La précision méticuleuse des gestes religieux d’Ahmed fournit aux réalisateurs un matériel précieux, particulièrement réaliste, pour donner corps à son obsession meurtrière. Et en signant un film fort sur un sujet actuel, ils déclenchent chez le spectateur des émotions puissantes, entre colère, horreur et rejet.
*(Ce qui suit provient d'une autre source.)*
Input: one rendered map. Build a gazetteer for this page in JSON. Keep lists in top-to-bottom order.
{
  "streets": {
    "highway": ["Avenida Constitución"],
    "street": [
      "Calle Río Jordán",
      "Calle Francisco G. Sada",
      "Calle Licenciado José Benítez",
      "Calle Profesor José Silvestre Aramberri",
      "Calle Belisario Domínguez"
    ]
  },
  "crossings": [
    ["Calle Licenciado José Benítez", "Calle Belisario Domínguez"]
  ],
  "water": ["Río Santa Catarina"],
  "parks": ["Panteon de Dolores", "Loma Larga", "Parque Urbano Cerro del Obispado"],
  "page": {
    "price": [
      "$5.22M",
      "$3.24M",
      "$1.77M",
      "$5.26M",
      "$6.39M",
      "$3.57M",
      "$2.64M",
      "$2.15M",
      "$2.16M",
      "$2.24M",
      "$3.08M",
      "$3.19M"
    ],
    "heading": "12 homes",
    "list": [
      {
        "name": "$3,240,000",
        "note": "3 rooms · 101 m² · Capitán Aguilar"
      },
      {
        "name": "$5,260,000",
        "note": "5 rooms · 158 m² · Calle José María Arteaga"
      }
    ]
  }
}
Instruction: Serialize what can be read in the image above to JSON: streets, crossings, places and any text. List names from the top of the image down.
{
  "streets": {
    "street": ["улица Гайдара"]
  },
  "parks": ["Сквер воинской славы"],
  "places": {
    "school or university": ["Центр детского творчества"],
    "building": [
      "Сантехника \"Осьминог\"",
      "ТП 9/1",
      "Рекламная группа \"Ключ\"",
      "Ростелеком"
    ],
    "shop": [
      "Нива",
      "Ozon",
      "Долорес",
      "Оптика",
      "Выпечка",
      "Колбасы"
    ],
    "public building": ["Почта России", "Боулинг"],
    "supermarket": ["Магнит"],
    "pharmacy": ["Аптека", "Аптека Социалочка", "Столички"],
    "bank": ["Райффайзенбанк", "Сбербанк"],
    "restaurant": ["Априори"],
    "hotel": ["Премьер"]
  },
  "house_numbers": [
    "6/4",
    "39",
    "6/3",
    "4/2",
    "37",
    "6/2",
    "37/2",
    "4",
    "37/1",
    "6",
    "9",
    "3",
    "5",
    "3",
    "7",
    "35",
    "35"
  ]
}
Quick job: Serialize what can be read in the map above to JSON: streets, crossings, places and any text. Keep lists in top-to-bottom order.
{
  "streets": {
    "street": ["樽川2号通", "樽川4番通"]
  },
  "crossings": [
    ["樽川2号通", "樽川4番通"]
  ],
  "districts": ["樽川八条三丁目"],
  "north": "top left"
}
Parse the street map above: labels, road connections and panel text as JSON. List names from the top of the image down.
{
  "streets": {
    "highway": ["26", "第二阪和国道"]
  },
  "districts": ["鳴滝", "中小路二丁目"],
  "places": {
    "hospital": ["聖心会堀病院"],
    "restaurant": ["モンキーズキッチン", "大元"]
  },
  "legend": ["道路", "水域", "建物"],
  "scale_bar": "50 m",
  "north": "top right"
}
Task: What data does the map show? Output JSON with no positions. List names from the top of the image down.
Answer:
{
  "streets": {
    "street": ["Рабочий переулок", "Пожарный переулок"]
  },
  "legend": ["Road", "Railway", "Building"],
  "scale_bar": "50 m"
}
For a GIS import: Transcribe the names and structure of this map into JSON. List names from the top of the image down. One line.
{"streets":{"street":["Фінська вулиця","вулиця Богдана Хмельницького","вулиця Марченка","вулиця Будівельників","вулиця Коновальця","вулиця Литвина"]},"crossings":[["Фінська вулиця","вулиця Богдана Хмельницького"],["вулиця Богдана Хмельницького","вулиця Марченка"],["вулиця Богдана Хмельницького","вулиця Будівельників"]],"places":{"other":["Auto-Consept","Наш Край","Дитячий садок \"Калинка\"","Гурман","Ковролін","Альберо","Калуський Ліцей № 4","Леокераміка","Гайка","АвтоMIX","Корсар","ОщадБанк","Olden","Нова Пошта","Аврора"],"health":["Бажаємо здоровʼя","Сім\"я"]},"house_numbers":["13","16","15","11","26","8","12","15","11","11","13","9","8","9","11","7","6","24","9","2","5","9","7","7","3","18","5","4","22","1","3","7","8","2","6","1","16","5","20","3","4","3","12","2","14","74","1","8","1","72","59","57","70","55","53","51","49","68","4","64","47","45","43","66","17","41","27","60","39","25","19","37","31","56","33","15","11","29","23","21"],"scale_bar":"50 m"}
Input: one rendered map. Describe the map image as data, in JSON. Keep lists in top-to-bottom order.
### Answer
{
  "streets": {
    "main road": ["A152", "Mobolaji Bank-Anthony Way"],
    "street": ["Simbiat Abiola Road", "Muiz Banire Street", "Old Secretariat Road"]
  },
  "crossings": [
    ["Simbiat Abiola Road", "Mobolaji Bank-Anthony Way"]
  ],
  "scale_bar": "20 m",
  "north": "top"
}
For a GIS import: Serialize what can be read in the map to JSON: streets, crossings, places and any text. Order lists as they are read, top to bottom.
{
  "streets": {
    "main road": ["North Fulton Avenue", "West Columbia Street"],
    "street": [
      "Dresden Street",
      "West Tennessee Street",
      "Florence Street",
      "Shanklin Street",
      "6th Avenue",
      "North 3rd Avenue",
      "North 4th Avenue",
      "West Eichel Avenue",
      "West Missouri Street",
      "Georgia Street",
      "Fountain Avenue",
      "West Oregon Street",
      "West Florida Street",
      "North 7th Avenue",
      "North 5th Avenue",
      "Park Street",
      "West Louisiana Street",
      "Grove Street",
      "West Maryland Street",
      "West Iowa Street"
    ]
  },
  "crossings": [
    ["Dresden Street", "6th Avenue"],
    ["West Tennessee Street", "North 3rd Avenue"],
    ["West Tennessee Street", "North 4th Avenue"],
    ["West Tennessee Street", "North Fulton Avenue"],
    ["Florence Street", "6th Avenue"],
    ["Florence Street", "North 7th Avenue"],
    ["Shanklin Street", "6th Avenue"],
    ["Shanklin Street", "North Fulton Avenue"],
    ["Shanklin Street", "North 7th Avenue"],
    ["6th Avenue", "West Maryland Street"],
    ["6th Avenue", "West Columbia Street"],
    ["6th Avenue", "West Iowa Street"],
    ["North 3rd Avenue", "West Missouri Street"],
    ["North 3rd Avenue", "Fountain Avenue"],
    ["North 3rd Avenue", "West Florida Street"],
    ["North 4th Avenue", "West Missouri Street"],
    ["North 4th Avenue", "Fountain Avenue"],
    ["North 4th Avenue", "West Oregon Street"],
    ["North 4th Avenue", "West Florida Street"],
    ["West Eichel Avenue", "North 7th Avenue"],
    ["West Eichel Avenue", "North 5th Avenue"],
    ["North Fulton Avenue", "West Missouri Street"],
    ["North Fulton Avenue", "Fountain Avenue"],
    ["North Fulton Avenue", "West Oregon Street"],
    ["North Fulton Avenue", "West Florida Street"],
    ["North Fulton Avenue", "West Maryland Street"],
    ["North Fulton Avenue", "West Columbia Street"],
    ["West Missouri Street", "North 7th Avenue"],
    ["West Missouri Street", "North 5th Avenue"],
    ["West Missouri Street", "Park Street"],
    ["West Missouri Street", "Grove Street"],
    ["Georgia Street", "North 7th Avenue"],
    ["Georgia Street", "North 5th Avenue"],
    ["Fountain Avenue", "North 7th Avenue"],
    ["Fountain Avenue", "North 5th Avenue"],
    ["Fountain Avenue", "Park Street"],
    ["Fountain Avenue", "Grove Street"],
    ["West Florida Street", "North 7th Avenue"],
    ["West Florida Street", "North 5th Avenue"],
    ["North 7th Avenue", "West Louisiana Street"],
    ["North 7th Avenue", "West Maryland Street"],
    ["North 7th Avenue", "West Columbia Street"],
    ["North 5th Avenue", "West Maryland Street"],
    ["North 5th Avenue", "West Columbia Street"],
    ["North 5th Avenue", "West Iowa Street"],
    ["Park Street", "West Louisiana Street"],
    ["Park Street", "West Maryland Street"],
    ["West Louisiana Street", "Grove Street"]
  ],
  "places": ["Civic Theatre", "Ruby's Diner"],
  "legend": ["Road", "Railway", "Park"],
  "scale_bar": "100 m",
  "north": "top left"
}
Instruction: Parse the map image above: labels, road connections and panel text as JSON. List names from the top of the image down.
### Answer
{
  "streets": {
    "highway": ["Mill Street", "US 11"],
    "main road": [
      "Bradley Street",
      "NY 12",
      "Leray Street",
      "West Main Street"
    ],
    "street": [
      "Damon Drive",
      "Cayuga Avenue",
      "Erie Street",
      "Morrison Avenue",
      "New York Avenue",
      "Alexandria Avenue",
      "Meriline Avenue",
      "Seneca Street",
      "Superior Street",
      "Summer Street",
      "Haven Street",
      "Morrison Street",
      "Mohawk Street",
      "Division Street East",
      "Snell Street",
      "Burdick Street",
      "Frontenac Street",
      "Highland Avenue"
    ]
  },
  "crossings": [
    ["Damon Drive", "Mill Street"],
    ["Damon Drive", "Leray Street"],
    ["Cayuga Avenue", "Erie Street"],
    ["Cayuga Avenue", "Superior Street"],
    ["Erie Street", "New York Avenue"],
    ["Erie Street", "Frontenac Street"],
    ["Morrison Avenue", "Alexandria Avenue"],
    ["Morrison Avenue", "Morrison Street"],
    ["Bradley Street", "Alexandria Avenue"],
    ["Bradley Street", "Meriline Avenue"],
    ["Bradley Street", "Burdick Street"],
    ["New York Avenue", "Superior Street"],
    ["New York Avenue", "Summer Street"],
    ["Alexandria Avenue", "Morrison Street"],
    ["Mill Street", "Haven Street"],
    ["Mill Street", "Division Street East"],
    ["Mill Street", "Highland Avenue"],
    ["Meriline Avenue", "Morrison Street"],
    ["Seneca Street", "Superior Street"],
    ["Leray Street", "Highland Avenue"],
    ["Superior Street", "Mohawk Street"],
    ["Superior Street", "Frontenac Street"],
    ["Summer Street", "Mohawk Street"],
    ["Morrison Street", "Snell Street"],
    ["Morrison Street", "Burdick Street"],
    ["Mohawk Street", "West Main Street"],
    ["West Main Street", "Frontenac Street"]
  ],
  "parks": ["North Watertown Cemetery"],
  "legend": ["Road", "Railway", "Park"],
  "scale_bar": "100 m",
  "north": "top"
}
« Le dernier long métrage de Jean-Pierre et Luc Dardenne est impitoyable : la projection hors de soi grâce à l’intelligence ou l’amour sont des échecs cuisants. Il faudra qu’Ahmed soit à son tour blessé dans sa chair pour qu’il se mette à la place d’autrui. C’est cela aussi la fatalité du cinéma sensorimoteur : on ne sait jamais ce que l’on cherche avant de le trouver. Alors, les personnages des réalisateurs d’outre-Quiévrain courent à en perdre haleine, quitte à ce que recouvrer la raison ne les blesse à mort. » (Nicolas Bauche, Positif n°700, juin 2019)
Le Jeune Ahmed
Belgique, France, 2019, 1h24, couleurs, format 1.85
Réalisation & scénario : Jean-Pierre Dardenne, Luc Dardenne
Photo : Benoît Dervaux
Musique : Intergalactic Lovers, Franz Schubert
Montage : Marie-Hélène Dozo, Tristan Meunier
Décors : Igor Gabriel
Costumes : Maïra Ramedhan-Levi
Production : Jean-Pierre Dardenne, Luc Dardenne, Denis Freyd, Les Films du Fleuve, Archipel 35, France 2 Cinéma, Proximus, RTBF
Interprètes : Idir Ben Addi (Ahmed), Olivier Bonnaud (l'éducateur de référence), Myriem Akheddiou (Inès), Victoria Bluck (Louise), Claire Bodson (la mère), Othmane Moumen (l'imam Youssouf)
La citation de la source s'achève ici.